Let's break that down. Rust and Go are two examples of languages generally referred to as memory-safe. Rust achieves this by construction, through the borrow checker, Go achieves it by construction through the garbage collector.

If there are bugs in the borrow checker, or the garbage collector, then the result is no longer memory-safe. That assurance can only be achieved by policy: the garbage collector and the borrow checker must be correct.

TigerBeetle, the program I linked to, achieves memory safety with a different policy. All allocation is performed once, at startup. After this, the replica's memory use is static. This, if correct, is memory-safe.

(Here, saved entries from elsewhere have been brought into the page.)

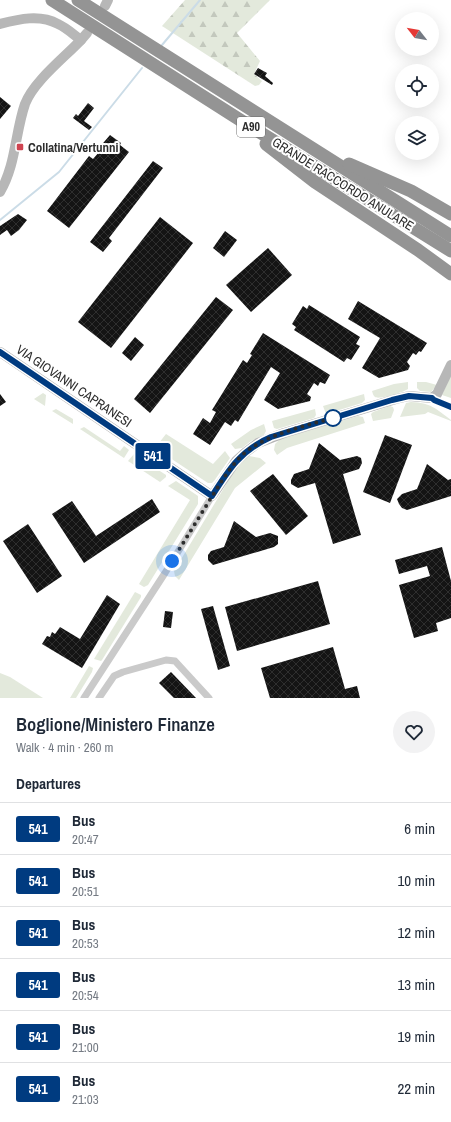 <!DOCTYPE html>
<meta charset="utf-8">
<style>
:root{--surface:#fff;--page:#f2f2f3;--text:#1f2937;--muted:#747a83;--line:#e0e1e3}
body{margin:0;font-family:"Archivo Narrow",sans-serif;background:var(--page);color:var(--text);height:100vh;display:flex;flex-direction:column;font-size:15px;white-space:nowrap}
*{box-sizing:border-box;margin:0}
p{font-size:13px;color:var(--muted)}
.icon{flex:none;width:22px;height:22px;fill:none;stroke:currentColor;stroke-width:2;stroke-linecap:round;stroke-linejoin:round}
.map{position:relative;height:698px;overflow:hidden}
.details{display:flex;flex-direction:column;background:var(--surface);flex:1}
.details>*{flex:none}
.badge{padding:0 8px;border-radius:3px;font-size:14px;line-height:26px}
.needle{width:26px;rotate:301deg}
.fabs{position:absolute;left:395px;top:12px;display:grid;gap:8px}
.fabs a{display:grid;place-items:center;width:44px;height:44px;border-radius:50%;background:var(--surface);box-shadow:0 4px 16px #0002;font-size:20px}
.you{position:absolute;width:20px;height:20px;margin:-10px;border:3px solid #fff;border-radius:50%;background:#1a73e8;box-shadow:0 0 0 6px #1a73e833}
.map>.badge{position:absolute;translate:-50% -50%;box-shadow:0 0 0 2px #fff}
h2{padding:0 16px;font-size:15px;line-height:36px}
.round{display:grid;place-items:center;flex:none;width:42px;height:42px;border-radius:21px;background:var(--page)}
.headline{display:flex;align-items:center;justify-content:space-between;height:68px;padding:0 16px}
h1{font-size:19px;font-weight:600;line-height:30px}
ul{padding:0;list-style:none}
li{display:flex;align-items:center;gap:12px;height:52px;padding:0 16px;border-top:1px solid var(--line)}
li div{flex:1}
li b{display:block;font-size:15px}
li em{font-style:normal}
li .badge{min-width:44px;font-weight:700;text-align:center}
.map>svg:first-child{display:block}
.green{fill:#e3e9dc}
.forest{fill:url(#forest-firs)}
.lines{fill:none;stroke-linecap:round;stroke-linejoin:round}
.stream{stroke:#cbdce7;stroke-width:2}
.building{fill:url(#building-cross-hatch)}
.street{stroke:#cacaca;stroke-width:7}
.secondary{stroke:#b7b7b7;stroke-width:10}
.highway{stroke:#949494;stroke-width:13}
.line-casing{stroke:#fff;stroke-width:9}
.line{stroke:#003b80;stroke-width:6}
.walk{stroke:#2d2d2d;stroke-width:4;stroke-dasharray:0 7.2}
.poi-dot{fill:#cf4451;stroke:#fff;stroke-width:1.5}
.stop-dot{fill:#fff;stroke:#003b80;stroke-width:2}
.labels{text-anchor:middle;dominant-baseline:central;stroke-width:4;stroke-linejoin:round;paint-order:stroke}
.shield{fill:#fff;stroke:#6c6c6c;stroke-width:1}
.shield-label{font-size:12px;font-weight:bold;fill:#2d2d2d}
.poi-label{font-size:13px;font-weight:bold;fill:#2d2d2d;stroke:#fff;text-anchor:start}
.street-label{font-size:13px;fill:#2d2d2d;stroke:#fff}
</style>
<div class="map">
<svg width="451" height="698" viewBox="0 0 451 698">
<defs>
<pattern id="forest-firs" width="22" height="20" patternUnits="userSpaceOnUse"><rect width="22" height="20" fill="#e3e9dc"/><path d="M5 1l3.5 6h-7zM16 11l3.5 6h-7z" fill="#c3c8bd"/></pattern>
<pattern id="building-cross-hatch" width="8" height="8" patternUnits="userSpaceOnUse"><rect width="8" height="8" fill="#141414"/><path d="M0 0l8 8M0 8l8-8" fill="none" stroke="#2e2e2e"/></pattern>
</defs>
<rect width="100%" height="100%" fill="#fff"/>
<g class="green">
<polygon points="451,375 451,398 442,395"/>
<path d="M408,382V389C404,392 379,400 375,397C373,395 373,394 372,391L394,384Z"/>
<polygon points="417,382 426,382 437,385 431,392 420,391 417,388"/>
<polygon points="43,393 46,395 45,406 34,399"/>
<polygon points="364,394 365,400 362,403 326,414 323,406"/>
<path d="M411,402C431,403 435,408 451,420V421L428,412L425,414L400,417L406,403Z"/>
<polygon points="390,406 393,407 394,410 391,418 373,421 371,414 373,412"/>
<polygon points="56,409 73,419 73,424 52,411"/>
<polygon points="315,409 316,415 314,418 277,429 274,428 272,421"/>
<polygon points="358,416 363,417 365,423 287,448 277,455 274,450 275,444 280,439"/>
<polygon points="264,424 266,431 264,435 251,441 242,448 235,449 231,444 251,430"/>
<polygon points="84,427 120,451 124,446 129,450 124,458 80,429"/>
<polygon points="166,434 213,464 225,451 230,458 214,481 212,483 208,483 155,448"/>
<polygon points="134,454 166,475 166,477 160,482 128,461"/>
<polygon points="249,456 260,458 266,463 235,488 179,580 175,576 174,571 233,473 241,463"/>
<polygon points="176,481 198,496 198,504 148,585 144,587 139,584 190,500 168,486"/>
<polygon points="135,592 141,595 141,597 102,660 101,661 94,659"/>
<polygon points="89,666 93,668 92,672 76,698 70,698"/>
<polygon points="0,673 10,677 43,698 0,698"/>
</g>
<polygon class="forest" points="185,0 270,0 237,33 260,61 254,74 262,81 259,85 255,86 162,26"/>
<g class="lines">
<g class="stream">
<polyline points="162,45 200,0"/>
<polyline points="0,220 59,172 142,68"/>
</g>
</g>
<g class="building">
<polygon points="258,68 267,73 265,76 273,83 272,85 254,74"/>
<polygon points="0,97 11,106 0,119"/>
<polygon points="88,103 94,108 84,121 92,127 89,130 73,118 76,114 78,116"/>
<polygon points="110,135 121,143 120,145 129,152 69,228 47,211 89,156 93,159 100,151 98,149"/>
<polygon points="153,161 163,168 109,238 112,241 103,252 90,242"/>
<polygon points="18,214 27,220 19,230 11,236 7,230 0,235 0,226"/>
<polygon points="160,217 193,243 111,348 78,322"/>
<polygon points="225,231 237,240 224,257 213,248"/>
<polygon points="268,248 292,275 251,312 226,285"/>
<polygon points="216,297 233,310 150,413 134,399"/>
<polygon points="358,301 427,343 421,352 419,351 416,355 413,353 407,362 410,366 408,370 379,378 362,368 380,338 348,319"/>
<polygon points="309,305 360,337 356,344 360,346 351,360 347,358 344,362 294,330 296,327 292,324 303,306 307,309"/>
<polygon points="263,333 330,375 325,384 320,382 318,386 314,383 307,394 311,397 310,401 278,409 264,400 280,373 271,367 238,422 235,420 231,426 225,422 210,445 193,434 203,418 210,423 216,412 212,410 243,360 247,363 252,355 250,354"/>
<polygon points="135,337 144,345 131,361 122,353"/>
<polygon points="0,394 6,402 0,406"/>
<polygon points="385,435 412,445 390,503 363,492"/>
<polygon points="319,443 340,460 357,456 361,458 362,463 359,469 343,474 361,535 333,544 315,483 298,488 291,484 291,480 294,474 309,469"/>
<polygon points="427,464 448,480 451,479 451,496 407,510 402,508 399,504 397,499 402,494 417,489"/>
<polygon points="273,474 308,516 286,535 250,491"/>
<polygon points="152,499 160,512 84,563 52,514 72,501 96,536"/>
<polygon points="234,521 256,537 270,533 278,536 278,544 274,547 213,565 208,560 208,555 211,551 224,547"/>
<polygon points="28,524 62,576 37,593 3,541"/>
<polygon points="442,547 451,581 451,618 436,623 438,631 414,638 399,585 430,576 427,566 399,574 395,560"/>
<polygon points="318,581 330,624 237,651 225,607"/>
<polygon points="107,595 120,604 82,668 42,644 47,636 50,637 52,632 55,634 60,627 80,639"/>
<polygon points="213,606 230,666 218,670 201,609"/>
<polygon points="165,611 173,612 171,628 163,627"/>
<polygon points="333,647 345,689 357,686 360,698 270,698 261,668"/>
<polygon points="171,672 196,698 174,698 159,683"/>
</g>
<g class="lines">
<g class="street">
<polyline points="432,398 434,400 451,407"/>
<polyline points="84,698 165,573 212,496"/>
<polyline points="99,698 114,676 123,672 166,660 175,661 209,698"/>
</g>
<g class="secondary">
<polyline points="105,6 108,0"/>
<path d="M0,24C19,19 40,14 58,24C67,28 74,35 81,40"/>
<path d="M0,192C16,165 15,133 25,104C34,81 64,58 81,40L87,33"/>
<polyline points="0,352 212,496 236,461 246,452 258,443 284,433 396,399 409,396 432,398 437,394 451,365"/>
</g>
<g class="highway">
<polyline points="52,0 237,118 451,251"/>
<polyline points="78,0 451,236"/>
<polyline points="266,144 315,182 418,250 451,274"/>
<polyline points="349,164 411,191 451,214"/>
</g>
</g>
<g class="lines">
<defs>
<path id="line" d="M0,352L212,496C229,469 241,450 271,437L392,400L409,396L432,398L434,400L451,407"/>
</defs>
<use href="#line" class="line-casing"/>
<use href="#line" class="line"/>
<path class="walk" d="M172,561C185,540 198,519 211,498C224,478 235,457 256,445C279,431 313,424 340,416L333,418"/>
</g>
<rect class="poi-dot" x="16" y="143" width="8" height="8" rx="2"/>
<circle class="stop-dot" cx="333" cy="418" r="8"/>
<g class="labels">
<rect class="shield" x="237" y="117" width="28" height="20" rx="3"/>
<g class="shield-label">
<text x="251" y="127">A90</text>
</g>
<g class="poi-label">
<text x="28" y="147">Collatina/Vertunni</text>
</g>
<g class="street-label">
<text transform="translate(343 184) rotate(32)">GRANDE RACCORDO ANULARE</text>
<text transform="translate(74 386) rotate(34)">VIA GIOVANNI CAPRANESI</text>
</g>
</g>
</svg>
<div class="fabs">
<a><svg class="needle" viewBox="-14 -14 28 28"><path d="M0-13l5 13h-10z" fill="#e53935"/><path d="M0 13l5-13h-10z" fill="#747a83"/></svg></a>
<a><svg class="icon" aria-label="locate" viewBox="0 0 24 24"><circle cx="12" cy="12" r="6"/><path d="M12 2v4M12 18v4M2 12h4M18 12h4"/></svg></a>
<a><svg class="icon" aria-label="layers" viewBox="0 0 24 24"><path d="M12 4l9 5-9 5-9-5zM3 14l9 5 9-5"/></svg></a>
</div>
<div class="you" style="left:172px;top:561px"></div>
<b class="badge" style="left:153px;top:456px;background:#003b80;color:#fff">541</b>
</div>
<section class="details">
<div class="headline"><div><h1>Boglione/Ministero Finanze</h1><p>Walk · 4 min · 260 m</p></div><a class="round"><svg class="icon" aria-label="heart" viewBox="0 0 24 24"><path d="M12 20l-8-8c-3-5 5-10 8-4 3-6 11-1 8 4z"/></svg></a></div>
<h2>Departures</h2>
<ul>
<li><span class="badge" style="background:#003b80;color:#fff">541</span><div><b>Bus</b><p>20:47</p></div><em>6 min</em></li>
<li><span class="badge" style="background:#003b80;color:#fff">541</span><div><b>Bus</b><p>20:51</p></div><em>10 min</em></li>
<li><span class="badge" style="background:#003b80;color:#fff">541</span><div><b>Bus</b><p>20:53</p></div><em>12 min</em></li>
<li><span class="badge" style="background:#003b80;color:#fff">541</span><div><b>Bus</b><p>20:54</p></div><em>13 min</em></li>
<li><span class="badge" style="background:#003b80;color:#fff">541</span><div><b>Bus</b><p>21:00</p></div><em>19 min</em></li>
<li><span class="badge" style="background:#003b80;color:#fff">541</span><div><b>Bus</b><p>21:03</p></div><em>22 min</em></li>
</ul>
</section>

Zig makes this practical, because all allocation in the standard library is performed using the allocation interface: any function which allocates receives an Allocator as an argument. Libraries can violate that policy, but they generally don't, and TigerBeetle is a zero-dependency program, so that's not a concern for them. Other languages where it maybe isn't immediately obvious if something goes on a heap? Not so easy to achieve a memory policy like that one.

So this:

> Zig not making it at all hard to violate memory safety

Is irrelevant. What's needed in high-assurance systems is the practical ability to create memory safety by policy, and Zig provides a difference-in-class in this matter compared to C.

> most "high assurance" systems continue to be built using C

Yes, other than your scare quotes, this is correct. Programs like SQLite are memory safe by construction and exhaustive testing, you're welcome to try and land a CVE if you disagree. Every few years someone gets a little one, maybe you'll be the lucky next player. Or you could try your luck at QEMU.

My premise is that Zig makes it massively easier to achieve this, through numerous choices which add up: the allocator interface, built-in idiomatic leak detection, a null-safe type system, slices and arrays carrying bounds, and much else. It has `std.testing.checkAllAllocationFailures`, which can be used to verify that a function doesn't leak or otherwise misuse memory even if any one allocation anywhere downstack of a function call fails. You might want to compare this with what happens if a Rust function fails to allocate.

Basically you're taking the lessons of C, with all of its history and warts, and trying to apply them, without due consideration, to Zig. That's a mistake.